Talk about bringing back memories. Back in the early 1960's, my Mom and my Aunt would sit on the front porch every summer evening after dinner, with a crocheting project. I was right there with them embroidering. I remember stitching happy-faced little vegetables on striped dish towels when I was about 14. They waited and waited to be used. Life took strange turns, and the towels were packed away in my sister’s basement for about three decades. Then, we crossed paths again and I had them in my kitchen. Sooo cute! One day, a fire erupted on my kitchen stove and the closest thing within reach was one of the embroidered towels. I grabbed it, dipped it in the dish water and slapped it on the fire. Saved by the cutest dish towel ever. The poor little towel has large burned out areas now, but I still have it. It waited for me all those years and then saved my home from fire. How could I toss it out?
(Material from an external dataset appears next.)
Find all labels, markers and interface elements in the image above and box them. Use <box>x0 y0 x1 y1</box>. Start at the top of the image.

I love looking at those towels and enjoying that memory of me and two people I love, now gone, sitting on the front porch with the smell of A & P 8 o’clock coffee brewing in my Aunt’s kitchen, and anticipating with each stitch the strawberry ice cream cones about to be delivered by my brother from the local ice cream parlor for all of us to enjoy. Priceless! Thanks for the memory, Tina ;)

Alicia P.

Oh Vicki, that blouse is so gorgeous -- I'm so glad you still have it. I know I have memories but I'm too mezmorized by the blouse to speak. . . . I love how you changed the colors of the flowers. Perfectly you.
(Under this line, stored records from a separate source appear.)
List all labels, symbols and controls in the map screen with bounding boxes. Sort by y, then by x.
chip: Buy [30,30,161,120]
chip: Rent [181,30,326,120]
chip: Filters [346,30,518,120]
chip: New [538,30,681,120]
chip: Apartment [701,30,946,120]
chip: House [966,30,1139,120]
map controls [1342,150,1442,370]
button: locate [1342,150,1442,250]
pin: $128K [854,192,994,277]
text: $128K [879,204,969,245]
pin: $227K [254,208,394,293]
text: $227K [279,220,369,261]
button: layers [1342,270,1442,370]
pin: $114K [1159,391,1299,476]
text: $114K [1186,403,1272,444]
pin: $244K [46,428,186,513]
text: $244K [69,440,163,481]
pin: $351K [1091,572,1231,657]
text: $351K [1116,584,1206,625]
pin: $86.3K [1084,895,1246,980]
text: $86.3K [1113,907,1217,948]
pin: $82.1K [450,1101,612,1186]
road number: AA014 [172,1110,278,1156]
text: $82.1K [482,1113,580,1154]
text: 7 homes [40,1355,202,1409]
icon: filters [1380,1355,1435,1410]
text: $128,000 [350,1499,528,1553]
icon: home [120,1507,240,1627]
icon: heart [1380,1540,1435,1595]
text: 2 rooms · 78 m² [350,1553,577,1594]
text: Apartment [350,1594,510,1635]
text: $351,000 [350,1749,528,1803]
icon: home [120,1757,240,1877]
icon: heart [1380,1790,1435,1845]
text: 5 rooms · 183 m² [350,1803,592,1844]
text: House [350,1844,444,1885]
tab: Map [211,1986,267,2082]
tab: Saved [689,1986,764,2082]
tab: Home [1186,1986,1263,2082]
I used to make so many of my clothes at that time, but one of the special items was a peasant style dress that I made to wear on my first airplane flight in the summer of 1969 when I was nearly 15. I went to visit my Great Grandmother and I have such fond memories of the time I spent with her that summer. I remember how she loved my dress. She was a talented seamstress and did mostly hand sewing. One year, she sewed me an entire doll wardrobe by hand as a Christmas gift! She died in 1972 and I think that my visit was the last time we saw each other. Memories attached to handmade items are so special. Your blouse is lovely!

Willow Caroline

I had several just like that that my grandmother made me as a child in the 70's. When she cleaned out her home to downsize 2 years ago, we were there to help, and to bring home treasures. I brought home one very similar to that "in progress". I hope to bring it to life soon, although I am pretty sure it is too small for me now!
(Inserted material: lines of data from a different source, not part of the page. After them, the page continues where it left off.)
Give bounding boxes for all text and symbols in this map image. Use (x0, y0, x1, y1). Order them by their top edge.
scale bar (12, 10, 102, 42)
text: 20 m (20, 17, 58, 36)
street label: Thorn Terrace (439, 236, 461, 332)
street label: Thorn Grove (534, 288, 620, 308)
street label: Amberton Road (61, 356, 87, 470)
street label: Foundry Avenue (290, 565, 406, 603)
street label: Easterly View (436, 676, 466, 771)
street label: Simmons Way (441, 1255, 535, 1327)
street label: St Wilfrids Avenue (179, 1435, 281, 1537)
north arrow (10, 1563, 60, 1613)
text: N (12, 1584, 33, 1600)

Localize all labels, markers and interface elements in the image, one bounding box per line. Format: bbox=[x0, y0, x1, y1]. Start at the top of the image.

I also have her embroidered tea towels from her "dowry chest".. and some my mother made.. along with some of my own.. We do not use them for everyday, lOL!

Shelly G.

I think it is so special that you still have the blouse... I wish I had one of my first big projects... there may be a picture of it at my moms... I guess I will have to try to find it... I want to feel all those feelings of accomplishment:)


I'm holding a banner contest for my second blog anniversary. I'd love to have you join! It's a stitchin' one, :)
Here's the direct link:


oh, goodness. have you ever brought back the memories for this over-fifty gal! i had a chambray shirt (is that the right word? the blue denimy stuff?) from j.c. penny's, and i embroidered it all OVER the thing with multi colored threads - and even stitched the date into the hem, january 1971. i believe it is still hanging in the back of my closet, simply because i cannot bear to part with it - threadbare, faded, soft as a dream. x


I had a Levi denim jacket that I wore constantly in the early 70's. It fit like a glove, and I embroidered birds and flowers on the yoke and on the back. I think it's probably the only piece of clothing I kept, and both of my daughters (now grown) wore it at one time, telling me how cool my "hippy" jacket was! The jacket's hanging in my attic now. You've inspired me to go dig it out. Thanks! Your peasant blouse is absolutely gorgeous. My embroidery is a far cry from yours!


I had a Levi denim jacket that I wore constantly in the early 70's. It fit like a glove, and I embroidered birds and flowers on the yoke and on the back. I think it's probably the only piece of clothing I kept, and both of my daughters (now grown) wore it at one time, telling me how cool my "hippy" jacket was! The jacket's hanging in my attic now. You've inspired me to go dig it out. Thanks! Your peasant blouse is absolutely gorgeous. My embroidery is a far cry from yours!


My grandmother was a great quilter. She always had a quilt in her large quilting frame, I loved when she would allow me to hand quilt with her. My mother was the queen of embroidery. My first project was a pillow case with cross stitch design, using purple ombre thread. I remember being eight years old when she taught me to sew. Now I have a daughter who hates anything to do with sewing. Am still trying to figure out how that happened. Love your blog.

Betty @ She's Sew Pretty

I remember embroidering a blouse like that back in the 70's. I was wearing it when I did a walkathon for the March of Dimes. The next day, the newspaper had a picture of the crowd and there I was right in the middle of the picture in my embroidered shirt and my bandanna. I'd love to find a copy of that picture.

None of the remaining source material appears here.